» **WORK TASK**: Write out only the lines from the start of the entries up to and including the line with "2px #a1b4b0) drop-shadow(0"; please skip the pictures.

» **Collected data entries**:
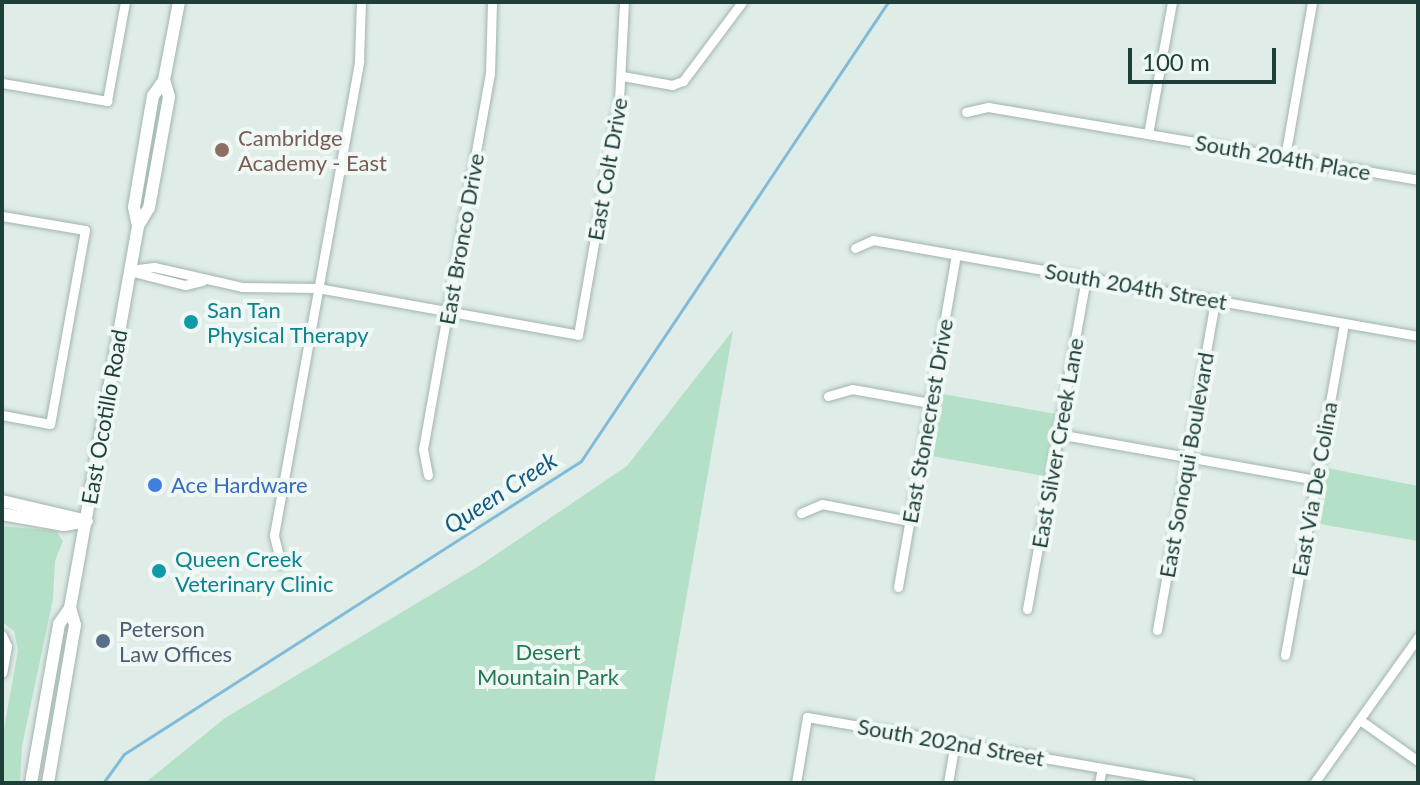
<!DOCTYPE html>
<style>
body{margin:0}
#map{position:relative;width:1420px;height:785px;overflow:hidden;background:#dfece8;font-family:Lato,sans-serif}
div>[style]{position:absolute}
.green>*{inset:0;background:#b5e0c8;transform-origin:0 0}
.stream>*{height:3px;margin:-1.5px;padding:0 1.5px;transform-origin:1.5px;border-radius:1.5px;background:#80bcd8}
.roads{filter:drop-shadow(0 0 2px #a1b4b0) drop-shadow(0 0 2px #a1b4b0)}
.street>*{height:9px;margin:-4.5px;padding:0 4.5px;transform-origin:4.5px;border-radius:4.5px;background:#fff}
.secondary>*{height:12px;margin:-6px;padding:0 6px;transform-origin:6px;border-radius:6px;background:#fff}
.dots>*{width:22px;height:22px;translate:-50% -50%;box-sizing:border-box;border:4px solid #f0f8f5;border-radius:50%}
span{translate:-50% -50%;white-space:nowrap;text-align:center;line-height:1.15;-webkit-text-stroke:8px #f0f8f5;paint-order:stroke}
.education-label{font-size:22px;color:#785e54}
.left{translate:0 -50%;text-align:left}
.street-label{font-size:22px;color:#1e3e3a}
.culture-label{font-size:22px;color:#0d838f}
.shop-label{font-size:22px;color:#366cbe}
.service-label{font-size:22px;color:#4e5e75}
.park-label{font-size:22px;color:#247953}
.water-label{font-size:24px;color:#125b80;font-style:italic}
.frame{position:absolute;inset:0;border:4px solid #1e3e3a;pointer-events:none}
.scale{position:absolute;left:1128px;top:48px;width:148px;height:36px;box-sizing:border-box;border:4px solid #1e3e3a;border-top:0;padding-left:10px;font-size:24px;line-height:28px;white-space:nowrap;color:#1e3e3a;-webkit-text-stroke:6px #f0f8f5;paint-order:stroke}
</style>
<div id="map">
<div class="green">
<i style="clip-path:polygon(733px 330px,654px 783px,145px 783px,225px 718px,479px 566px,627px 466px)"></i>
<i style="left:937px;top:393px;width:120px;height:63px;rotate:10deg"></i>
<i style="clip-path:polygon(1327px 468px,1418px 486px,1418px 541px,1319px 524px)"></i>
<i style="clip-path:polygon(2px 526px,56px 531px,63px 541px,55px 561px,53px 599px,22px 746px,20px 783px,2px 783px,2px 740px,18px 650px,14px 631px,2px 622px)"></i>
</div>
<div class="stream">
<i style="left:103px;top:783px;width:36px;rotate:-54deg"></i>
<i style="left:124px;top:754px;width:543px;rotate:-32.67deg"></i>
<i style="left:581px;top:461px;width:552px;rotate:-56.22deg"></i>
</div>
<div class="roads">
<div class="street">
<i style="left:622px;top:76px;width:51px;rotate:10.2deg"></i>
<i style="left:672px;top:85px;width:12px;rotate:-20deg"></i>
<i style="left:683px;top:81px;width:99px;rotate:-53.2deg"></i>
<i style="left:2px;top:83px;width:107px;rotate:9.7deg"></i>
<i style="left:107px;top:101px;width:101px;rotate:-79.7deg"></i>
<i style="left:966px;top:112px;width:23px;rotate:-13deg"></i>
<i style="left:988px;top:107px;width:436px;rotate:9.6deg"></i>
<i style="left:1148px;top:134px;width:134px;rotate:-79.7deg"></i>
<i style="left:1285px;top:157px;width:157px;rotate:-80.1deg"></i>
<i style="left:2px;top:216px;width:84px;rotate:9.6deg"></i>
<i style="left:85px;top:230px;width:197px;rotate:100.2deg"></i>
<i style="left:50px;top:424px;width:49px;rotate:-169.4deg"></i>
<i style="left:855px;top:248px;width:20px;rotate:-24deg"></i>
<i style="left:873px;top:240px;width:553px;rotate:9.99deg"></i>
<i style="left:130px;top:270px;width:24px;rotate:-7deg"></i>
<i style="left:154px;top:267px;width:90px;rotate:12.8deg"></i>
<i style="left:242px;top:287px;width:76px;rotate:0.8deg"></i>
<i style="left:318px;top:288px;width:264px;rotate:10.2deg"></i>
<i style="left:578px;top:335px;width:238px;rotate:-80.1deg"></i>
<i style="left:619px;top:101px;width:99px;rotate:-87.1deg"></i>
<i style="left:133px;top:272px;width:54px;rotate:14deg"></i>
<i style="left:185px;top:285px;width:18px;rotate:-13deg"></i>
<i style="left:828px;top:396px;width:25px;rotate:-16deg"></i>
<i style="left:852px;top:389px;width:79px;rotate:10.2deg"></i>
<i style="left:1058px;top:434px;width:262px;rotate:10.1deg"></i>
<i style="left:428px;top:475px;width:26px;rotate:-101deg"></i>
<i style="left:423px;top:449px;width:381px;rotate:-79.9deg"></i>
<i style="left:490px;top:74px;width:72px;rotate:-88.4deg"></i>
<i style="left:801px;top:513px;width:23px;rotate:-23deg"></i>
<i style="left:822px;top:504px;width:89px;rotate:11.1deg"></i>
<i style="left:281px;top:564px;width:30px;rotate:-104deg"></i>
<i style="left:274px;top:535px;width:482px;rotate:-79.8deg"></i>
<i style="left:359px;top:61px;width:59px;rotate:-88.1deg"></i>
<i style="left:898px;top:587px;width:337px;rotate:-80.1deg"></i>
<i style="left:1027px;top:609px;width:336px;rotate:-79.9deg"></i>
<i style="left:1157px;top:630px;width:334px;rotate:-80deg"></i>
<i style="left:2px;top:635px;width:12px;rotate:66deg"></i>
<i style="left:7px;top:646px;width:27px;rotate:100deg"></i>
<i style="left:1285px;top:655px;width:337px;rotate:-79.9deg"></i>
<i style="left:1360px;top:720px;width:71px;rotate:35.3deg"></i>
<i style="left:796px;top:783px;width:67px;rotate:-80.5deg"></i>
<i style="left:807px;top:717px;width:388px;rotate:9.8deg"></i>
<i style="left:948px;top:783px;width:42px;rotate:-80.3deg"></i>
<i style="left:1099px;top:783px;width:15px;rotate:-79deg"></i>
<i style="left:1314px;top:783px;width:179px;rotate:-54.5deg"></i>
</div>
<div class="secondary">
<i style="left:138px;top:226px;width:19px;rotate:-102deg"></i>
<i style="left:134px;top:207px;width:113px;rotate:-80.3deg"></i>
<i style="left:153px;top:96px;width:19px;rotate:-55deg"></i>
<i style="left:164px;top:80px;width:79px;rotate:-79.1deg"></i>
<i style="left:2px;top:501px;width:87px;rotate:13.2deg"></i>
<i style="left:2px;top:514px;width:63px;rotate:10.1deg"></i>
<i style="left:64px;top:525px;width:23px;rotate:-10deg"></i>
<i style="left:31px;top:783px;width:161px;rotate:-80deg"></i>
<i style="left:59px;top:624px;width:19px;rotate:-55deg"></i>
<i style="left:70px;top:608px;width:388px;rotate:-79.9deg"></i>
<i style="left:138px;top:226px;width:21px;rotate:-59deg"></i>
<i style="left:149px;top:208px;width:113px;rotate:-79.8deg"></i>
<i style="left:169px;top:97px;width:18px;rotate:-106deg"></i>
<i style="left:48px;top:783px;width:160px;rotate:-80.3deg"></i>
<i style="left:75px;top:625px;width:18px;rotate:-106deg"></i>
</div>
</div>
<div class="dots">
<i style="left:222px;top:150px;background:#8d6e63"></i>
<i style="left:191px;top:322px;background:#0f9aa8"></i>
<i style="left:155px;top:485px;background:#3f7fe0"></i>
<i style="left:159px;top:571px;background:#0f9aa8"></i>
<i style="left:103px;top:641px;background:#5c6f8a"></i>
</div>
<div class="education-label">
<span class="left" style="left:238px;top:150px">Cambridge<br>Academy - East</span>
</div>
<div class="street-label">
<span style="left:1283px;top:157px;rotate:10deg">South 204th Place</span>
<span style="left:607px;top:169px;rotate:-80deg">East Colt Drive</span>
<span style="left:461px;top:239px;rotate:-80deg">East Bronco Drive</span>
<span style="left:1136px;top:286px;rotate:10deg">South 204th Street</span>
<span style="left:104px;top:417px;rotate:-80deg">East Ocotillo Road</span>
<span style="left:927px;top:421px;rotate:-80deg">East Stonecrest Drive</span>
<span style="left:1057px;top:443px;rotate:-80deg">East Silver Creek Lane</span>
<span style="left:1186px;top:465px;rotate:-80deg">East Sonoqui Boulevard</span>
<span style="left:1314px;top:489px;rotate:-80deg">East Via De Colina</span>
<span style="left:951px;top:742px;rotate:10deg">South 202nd Street</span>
</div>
<div class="culture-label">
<span class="left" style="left:207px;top:322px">San Tan<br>Physical Therapy</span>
<span class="left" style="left:175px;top:571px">Queen Creek<br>Veterinary Clinic</span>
</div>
<div class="shop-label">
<span class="left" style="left:171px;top:485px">Ace Hardware</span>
</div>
<div class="service-label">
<span class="left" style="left:119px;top:641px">Peterson<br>Law Offices</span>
</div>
<div class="park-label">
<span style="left:548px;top:664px">Desert<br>Mountain Park</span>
</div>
<div class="water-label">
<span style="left:500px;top:492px;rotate:-33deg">Queen Creek</span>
</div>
<div class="frame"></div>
<div class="scale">100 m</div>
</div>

» **OUTPUT**:
<!DOCTYPE html>
<style>
body{margin:0}
#map{position:relative;width:1420px;height:785px;overflow:hidden;background:#dfece8;font-family:Lato,sans-serif}
div>[style]{position:absolute}
.green>*{inset:0;background:#b5e0c8;transform-origin:0 0}
.stream>*{height:3px;margin:-1.5px;padding:0 1.5px;transform-origin:1.5px;border-radius:1.5px;background:#80bcd8}
.roads{filter:drop-shadow(0 0 2px #a1b4b0) drop-shadow(0 0 2px #a1b4b0)}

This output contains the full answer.